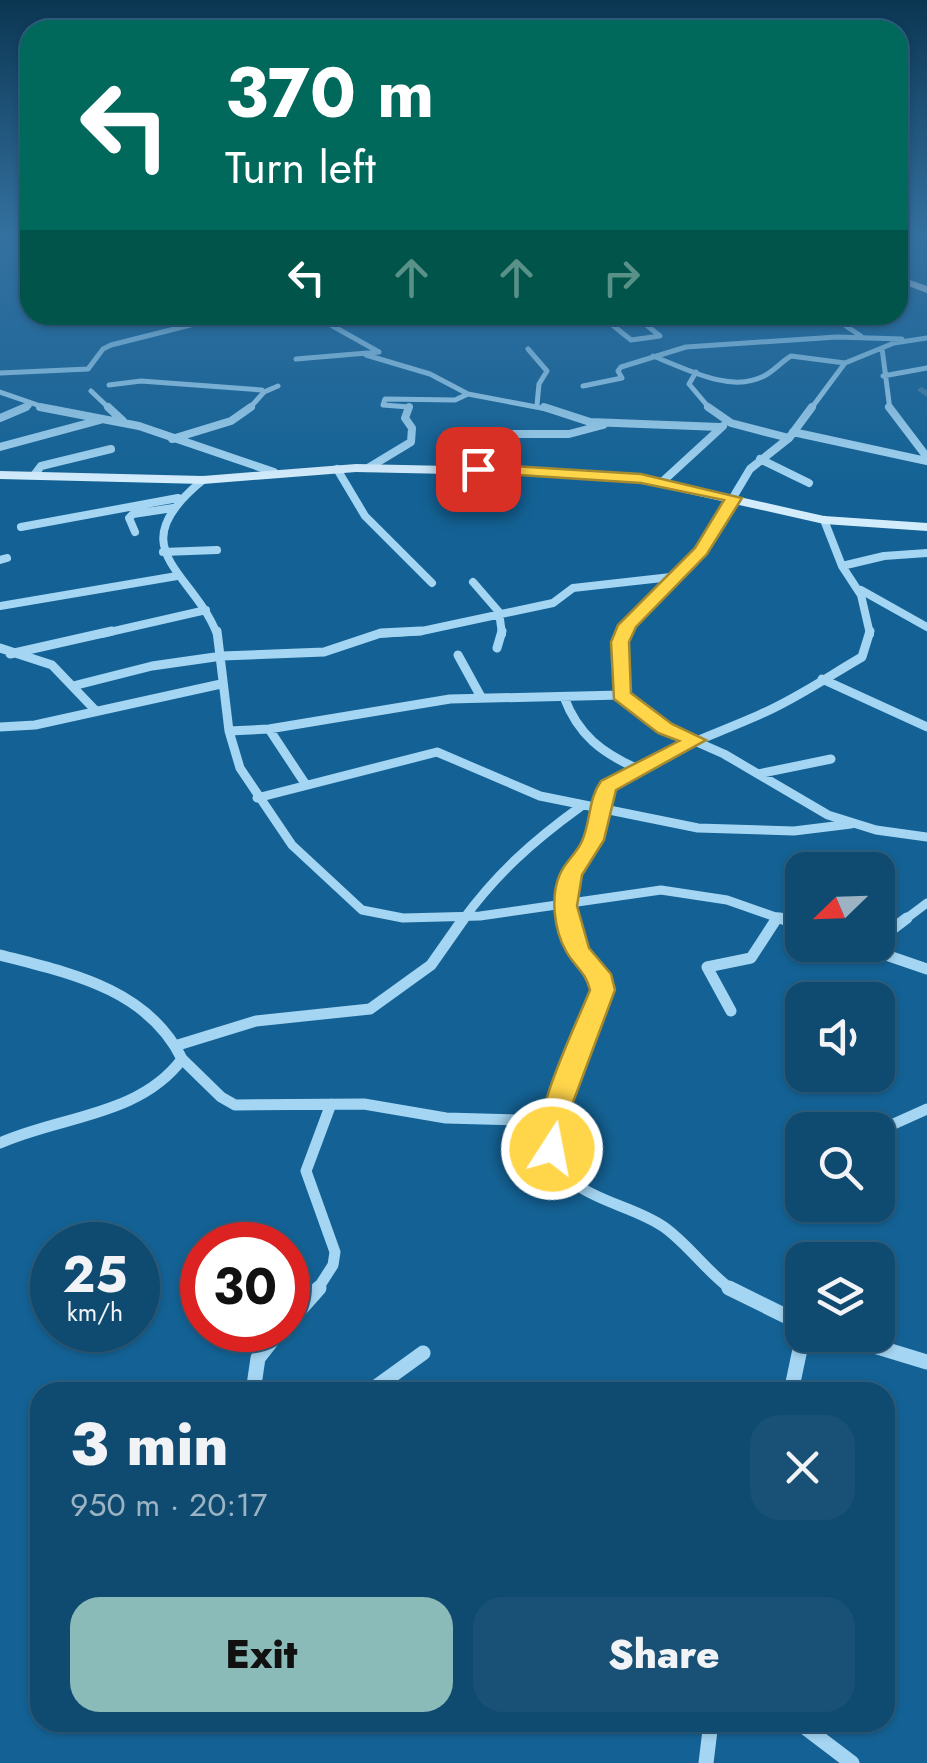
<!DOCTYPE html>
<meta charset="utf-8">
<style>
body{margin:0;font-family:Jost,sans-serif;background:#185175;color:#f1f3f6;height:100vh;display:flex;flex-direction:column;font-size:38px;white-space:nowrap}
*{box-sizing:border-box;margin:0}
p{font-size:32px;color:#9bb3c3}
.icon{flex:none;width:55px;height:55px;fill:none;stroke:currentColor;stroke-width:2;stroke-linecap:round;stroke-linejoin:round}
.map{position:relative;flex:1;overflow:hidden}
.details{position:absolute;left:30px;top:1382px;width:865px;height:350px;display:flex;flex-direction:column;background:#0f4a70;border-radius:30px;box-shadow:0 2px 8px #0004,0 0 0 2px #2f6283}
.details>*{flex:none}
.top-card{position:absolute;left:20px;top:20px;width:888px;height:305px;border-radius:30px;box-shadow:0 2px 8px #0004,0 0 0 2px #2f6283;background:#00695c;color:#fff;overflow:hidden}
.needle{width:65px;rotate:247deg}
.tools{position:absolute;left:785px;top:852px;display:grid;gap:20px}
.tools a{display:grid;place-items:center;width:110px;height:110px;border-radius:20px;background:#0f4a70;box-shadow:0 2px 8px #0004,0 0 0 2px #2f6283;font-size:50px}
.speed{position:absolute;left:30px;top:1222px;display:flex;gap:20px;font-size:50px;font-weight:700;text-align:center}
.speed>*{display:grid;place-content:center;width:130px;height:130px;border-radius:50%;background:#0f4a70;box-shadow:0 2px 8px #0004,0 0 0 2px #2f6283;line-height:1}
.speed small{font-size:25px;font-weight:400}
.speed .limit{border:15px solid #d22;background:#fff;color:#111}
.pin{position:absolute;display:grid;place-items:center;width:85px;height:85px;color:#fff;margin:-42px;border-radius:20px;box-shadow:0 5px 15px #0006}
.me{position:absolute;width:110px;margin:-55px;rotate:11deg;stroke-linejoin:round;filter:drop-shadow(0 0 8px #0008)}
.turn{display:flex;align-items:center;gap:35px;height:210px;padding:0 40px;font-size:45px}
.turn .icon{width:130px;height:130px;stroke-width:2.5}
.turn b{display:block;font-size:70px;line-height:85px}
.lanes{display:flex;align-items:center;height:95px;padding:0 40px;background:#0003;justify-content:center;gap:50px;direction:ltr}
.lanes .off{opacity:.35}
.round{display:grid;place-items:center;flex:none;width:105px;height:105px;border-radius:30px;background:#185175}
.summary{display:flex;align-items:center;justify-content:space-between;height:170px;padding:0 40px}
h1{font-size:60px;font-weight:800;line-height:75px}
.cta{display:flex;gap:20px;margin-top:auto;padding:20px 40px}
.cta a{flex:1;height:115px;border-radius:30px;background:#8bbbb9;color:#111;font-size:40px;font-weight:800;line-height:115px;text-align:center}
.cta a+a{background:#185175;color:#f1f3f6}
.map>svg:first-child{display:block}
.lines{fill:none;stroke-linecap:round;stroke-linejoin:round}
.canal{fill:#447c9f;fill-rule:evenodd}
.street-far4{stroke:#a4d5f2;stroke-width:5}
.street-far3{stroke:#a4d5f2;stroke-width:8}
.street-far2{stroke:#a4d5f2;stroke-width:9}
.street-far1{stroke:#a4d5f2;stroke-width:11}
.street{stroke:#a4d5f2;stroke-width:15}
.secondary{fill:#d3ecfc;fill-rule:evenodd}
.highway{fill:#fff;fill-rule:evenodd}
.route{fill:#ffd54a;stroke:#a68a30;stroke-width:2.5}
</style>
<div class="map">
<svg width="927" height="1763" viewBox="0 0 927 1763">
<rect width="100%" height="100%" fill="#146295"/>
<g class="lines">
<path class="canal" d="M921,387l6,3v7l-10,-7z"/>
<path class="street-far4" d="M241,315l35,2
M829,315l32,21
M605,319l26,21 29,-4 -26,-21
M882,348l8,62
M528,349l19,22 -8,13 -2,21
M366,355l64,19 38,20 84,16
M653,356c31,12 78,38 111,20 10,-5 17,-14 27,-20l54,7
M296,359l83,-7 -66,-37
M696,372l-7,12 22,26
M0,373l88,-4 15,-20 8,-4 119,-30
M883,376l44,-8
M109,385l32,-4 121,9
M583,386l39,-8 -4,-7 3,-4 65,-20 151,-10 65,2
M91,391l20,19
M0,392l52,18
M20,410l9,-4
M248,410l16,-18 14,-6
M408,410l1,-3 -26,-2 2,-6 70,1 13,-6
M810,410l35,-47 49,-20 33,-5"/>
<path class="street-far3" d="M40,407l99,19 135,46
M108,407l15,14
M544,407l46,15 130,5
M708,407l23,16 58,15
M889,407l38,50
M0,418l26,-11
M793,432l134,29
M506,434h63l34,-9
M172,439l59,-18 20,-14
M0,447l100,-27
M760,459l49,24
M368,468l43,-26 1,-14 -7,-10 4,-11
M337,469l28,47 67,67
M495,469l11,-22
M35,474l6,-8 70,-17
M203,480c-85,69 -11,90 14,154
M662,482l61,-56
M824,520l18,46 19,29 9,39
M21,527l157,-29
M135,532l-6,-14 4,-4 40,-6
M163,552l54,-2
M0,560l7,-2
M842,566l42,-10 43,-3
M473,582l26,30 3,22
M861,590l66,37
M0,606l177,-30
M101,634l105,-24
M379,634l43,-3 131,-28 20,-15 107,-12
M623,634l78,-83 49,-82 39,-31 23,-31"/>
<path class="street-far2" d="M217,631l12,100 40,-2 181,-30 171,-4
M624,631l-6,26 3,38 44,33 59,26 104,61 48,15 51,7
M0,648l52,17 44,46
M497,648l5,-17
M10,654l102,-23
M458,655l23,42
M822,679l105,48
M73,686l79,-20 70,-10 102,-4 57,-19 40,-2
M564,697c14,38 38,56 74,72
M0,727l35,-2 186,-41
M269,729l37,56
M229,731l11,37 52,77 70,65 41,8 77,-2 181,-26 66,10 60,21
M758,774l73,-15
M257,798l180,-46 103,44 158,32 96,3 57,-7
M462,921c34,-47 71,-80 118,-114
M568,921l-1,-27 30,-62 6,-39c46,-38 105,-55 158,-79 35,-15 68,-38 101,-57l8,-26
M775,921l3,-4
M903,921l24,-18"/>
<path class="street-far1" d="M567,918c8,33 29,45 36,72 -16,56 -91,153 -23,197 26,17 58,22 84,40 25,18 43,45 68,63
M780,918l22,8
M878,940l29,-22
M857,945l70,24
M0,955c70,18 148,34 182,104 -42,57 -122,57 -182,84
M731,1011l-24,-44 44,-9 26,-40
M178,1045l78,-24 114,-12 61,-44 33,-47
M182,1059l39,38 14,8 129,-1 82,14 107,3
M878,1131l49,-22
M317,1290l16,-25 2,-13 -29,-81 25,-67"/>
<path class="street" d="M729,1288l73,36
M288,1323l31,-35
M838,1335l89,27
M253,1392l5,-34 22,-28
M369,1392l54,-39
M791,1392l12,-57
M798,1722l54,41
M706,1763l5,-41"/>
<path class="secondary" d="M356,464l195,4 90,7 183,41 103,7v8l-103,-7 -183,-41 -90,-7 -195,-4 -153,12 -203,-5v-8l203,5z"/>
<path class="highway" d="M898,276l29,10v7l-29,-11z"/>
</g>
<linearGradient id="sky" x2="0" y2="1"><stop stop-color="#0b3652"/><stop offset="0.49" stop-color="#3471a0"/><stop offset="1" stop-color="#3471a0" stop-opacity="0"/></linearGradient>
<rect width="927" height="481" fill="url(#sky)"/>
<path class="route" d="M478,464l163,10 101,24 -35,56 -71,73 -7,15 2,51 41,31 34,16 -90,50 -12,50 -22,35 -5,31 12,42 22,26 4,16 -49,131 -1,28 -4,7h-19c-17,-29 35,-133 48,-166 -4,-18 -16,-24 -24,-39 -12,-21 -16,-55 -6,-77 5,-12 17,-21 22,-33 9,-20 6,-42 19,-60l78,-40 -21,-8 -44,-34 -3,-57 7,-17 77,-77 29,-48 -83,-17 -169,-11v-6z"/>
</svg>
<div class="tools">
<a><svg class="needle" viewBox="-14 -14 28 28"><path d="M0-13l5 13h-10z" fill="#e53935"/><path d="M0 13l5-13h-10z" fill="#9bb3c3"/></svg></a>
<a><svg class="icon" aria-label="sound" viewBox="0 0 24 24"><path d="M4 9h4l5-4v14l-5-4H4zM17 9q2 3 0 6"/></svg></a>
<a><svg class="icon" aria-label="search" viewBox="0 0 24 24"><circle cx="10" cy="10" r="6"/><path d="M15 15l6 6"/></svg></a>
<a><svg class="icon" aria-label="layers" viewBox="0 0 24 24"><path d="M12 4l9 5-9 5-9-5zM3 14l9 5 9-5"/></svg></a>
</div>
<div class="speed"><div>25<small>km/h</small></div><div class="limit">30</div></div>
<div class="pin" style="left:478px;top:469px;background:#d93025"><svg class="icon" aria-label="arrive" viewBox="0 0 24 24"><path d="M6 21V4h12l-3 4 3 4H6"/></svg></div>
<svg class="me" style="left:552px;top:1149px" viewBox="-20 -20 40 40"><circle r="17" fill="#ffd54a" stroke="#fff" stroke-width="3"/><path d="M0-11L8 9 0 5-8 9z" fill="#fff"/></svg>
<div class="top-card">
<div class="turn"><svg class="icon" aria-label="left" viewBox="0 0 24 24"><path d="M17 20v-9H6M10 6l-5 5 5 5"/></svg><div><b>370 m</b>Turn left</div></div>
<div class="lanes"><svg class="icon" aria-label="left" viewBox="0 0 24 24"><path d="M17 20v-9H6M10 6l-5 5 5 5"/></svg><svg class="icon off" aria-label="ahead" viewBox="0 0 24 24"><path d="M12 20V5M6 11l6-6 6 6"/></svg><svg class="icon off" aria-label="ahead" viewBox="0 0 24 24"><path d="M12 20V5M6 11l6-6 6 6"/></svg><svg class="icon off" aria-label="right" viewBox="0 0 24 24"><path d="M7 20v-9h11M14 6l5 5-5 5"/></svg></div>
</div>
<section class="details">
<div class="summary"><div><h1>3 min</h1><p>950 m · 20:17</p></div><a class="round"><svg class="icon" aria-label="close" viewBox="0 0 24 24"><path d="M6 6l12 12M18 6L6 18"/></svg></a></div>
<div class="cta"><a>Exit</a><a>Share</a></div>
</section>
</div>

--------

Work to be completed: Find and copy each line above that includes the string "stroke".

Exercise answer:
.icon{flex:none;width:55px;height:55px;fill:none;stroke:currentColor;stroke-width:2;stroke-linecap:round;stroke-linejoin:round}
.me{position:absolute;width:110px;margin:-55px;rotate:11deg;stroke-linejoin:round;filter:drop-shadow(0 0 8px #0008)}
.turn .icon{width:130px;height:130px;stroke-width:2.5}
.lines{fill:none;stroke-linecap:round;stroke-linejoin:round}
.street-far4{stroke:#a4d5f2;stroke-width:5}
.street-far3{stroke:#a4d5f2;stroke-width:8}
.street-far2{stroke:#a4d5f2;stroke-width:9}
.street-far1{stroke:#a4d5f2;stroke-width:11}
.street{stroke:#a4d5f2;stroke-width:15}
.route{fill:#ffd54a;stroke:#a68a30;stroke-width:2.5}
<svg class="me" style="left:552px;top:1149px" viewBox="-20 -20 40 40"><circle r="17" fill="#ffd54a" stroke="#fff" stroke-width="3"/><path d="M0-11L8 9 0 5-8 9z" fill="#fff"/></svg>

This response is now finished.